Instructions for the task:
Give the number of lines in this listing that contain "absolute", with no other words.
----
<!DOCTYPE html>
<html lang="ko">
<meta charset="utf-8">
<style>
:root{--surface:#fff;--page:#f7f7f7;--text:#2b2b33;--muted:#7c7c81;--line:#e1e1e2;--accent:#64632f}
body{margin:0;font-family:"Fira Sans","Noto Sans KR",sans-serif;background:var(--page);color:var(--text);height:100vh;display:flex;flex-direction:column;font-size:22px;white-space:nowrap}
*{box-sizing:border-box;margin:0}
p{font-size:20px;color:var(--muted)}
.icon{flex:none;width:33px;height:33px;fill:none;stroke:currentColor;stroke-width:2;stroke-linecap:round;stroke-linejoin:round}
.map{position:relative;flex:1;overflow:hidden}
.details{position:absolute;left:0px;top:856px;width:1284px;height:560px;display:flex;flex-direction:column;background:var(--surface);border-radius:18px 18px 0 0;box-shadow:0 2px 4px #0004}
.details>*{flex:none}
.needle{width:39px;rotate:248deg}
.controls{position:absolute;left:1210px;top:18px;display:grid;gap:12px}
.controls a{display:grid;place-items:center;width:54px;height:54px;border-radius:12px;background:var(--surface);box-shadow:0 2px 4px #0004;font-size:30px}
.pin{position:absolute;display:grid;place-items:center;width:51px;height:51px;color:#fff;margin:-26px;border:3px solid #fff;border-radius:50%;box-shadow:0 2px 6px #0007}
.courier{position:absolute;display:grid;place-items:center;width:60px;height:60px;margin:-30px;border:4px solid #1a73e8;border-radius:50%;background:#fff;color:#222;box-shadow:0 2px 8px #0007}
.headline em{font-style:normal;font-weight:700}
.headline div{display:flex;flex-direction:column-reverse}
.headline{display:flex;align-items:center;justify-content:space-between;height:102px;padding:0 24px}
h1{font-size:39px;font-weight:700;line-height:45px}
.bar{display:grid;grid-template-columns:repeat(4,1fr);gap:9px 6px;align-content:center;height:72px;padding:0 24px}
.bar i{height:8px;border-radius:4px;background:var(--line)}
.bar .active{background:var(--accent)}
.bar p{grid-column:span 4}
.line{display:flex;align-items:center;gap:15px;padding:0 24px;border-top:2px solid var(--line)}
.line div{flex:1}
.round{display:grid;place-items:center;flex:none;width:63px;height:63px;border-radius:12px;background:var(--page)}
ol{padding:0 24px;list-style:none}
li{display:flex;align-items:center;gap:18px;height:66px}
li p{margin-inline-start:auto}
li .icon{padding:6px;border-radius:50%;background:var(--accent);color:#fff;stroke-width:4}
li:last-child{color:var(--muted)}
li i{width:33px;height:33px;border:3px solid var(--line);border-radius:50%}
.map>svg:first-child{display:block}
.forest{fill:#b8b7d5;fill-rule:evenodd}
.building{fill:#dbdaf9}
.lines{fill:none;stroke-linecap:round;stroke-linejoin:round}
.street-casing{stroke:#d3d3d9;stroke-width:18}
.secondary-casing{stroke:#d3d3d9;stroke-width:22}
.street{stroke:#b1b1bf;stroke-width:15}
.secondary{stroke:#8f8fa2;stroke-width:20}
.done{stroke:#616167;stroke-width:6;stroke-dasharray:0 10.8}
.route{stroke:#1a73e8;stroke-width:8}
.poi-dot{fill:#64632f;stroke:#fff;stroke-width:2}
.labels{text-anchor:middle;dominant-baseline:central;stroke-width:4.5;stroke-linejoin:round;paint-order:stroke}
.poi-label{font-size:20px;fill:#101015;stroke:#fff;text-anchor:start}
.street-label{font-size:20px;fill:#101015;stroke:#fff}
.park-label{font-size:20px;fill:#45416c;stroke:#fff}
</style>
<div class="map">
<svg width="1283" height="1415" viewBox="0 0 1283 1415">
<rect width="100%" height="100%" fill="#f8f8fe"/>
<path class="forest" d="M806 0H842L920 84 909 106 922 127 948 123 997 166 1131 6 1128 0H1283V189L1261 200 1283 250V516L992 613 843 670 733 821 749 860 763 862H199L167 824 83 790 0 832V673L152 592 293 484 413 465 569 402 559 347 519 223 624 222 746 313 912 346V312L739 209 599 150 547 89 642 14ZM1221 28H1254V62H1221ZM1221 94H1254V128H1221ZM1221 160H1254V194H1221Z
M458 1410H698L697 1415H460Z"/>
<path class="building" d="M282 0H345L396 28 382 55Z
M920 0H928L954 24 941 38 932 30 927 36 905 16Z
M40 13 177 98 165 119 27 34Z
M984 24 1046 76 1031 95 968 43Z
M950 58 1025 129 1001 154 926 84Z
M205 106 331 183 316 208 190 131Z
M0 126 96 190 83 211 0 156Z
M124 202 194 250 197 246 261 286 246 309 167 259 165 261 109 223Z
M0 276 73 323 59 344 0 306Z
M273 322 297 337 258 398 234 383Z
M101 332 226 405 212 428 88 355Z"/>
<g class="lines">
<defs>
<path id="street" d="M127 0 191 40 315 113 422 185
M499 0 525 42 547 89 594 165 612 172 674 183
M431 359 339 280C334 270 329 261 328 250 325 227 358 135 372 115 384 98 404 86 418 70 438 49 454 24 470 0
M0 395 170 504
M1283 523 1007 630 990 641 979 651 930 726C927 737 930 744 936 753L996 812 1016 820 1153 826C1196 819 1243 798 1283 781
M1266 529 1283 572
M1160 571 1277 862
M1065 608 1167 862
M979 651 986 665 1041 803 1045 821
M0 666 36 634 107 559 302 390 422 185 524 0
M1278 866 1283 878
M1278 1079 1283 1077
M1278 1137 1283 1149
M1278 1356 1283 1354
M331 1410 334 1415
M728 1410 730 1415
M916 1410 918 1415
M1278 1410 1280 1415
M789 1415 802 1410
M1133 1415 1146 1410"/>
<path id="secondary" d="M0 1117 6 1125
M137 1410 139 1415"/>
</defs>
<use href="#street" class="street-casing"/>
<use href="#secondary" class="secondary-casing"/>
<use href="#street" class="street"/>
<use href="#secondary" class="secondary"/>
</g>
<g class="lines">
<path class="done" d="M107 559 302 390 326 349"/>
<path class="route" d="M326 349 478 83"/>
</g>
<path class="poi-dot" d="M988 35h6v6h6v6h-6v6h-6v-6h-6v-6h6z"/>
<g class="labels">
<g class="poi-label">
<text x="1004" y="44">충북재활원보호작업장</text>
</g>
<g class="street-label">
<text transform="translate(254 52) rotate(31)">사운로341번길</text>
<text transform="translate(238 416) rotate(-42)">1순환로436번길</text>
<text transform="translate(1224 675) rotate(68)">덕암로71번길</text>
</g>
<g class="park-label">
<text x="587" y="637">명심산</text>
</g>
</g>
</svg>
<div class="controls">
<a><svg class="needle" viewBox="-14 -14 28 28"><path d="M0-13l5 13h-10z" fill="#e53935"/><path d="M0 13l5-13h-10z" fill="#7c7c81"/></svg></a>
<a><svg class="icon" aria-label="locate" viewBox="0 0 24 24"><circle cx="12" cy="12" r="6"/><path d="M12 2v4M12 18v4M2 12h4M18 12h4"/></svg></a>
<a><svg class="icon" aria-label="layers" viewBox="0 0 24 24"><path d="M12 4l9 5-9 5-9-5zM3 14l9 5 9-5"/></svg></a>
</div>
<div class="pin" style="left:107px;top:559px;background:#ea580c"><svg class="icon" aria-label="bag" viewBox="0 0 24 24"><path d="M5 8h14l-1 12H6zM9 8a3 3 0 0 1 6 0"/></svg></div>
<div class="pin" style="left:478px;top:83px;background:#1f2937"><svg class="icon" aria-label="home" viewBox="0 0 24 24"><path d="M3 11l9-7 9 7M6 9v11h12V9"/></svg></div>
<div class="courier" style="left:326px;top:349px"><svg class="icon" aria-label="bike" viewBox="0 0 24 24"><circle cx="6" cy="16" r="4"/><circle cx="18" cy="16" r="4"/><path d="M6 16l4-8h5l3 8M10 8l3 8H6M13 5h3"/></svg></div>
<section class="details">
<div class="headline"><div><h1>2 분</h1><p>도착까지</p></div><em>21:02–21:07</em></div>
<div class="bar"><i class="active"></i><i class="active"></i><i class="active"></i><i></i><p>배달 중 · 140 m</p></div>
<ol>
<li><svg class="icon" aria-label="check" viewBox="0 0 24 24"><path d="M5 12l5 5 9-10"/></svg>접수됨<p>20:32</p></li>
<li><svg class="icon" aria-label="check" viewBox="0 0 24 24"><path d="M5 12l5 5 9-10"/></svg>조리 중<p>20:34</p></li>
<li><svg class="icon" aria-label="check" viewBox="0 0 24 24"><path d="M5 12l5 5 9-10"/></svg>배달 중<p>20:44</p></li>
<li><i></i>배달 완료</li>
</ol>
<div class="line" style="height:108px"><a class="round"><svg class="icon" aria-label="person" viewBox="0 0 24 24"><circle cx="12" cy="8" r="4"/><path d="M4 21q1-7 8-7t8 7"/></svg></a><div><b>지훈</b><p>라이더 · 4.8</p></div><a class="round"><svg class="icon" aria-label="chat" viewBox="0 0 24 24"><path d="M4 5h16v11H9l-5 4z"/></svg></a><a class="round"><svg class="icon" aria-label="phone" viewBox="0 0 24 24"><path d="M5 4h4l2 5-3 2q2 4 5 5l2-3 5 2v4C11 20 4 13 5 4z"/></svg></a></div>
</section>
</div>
----
Answer space:
4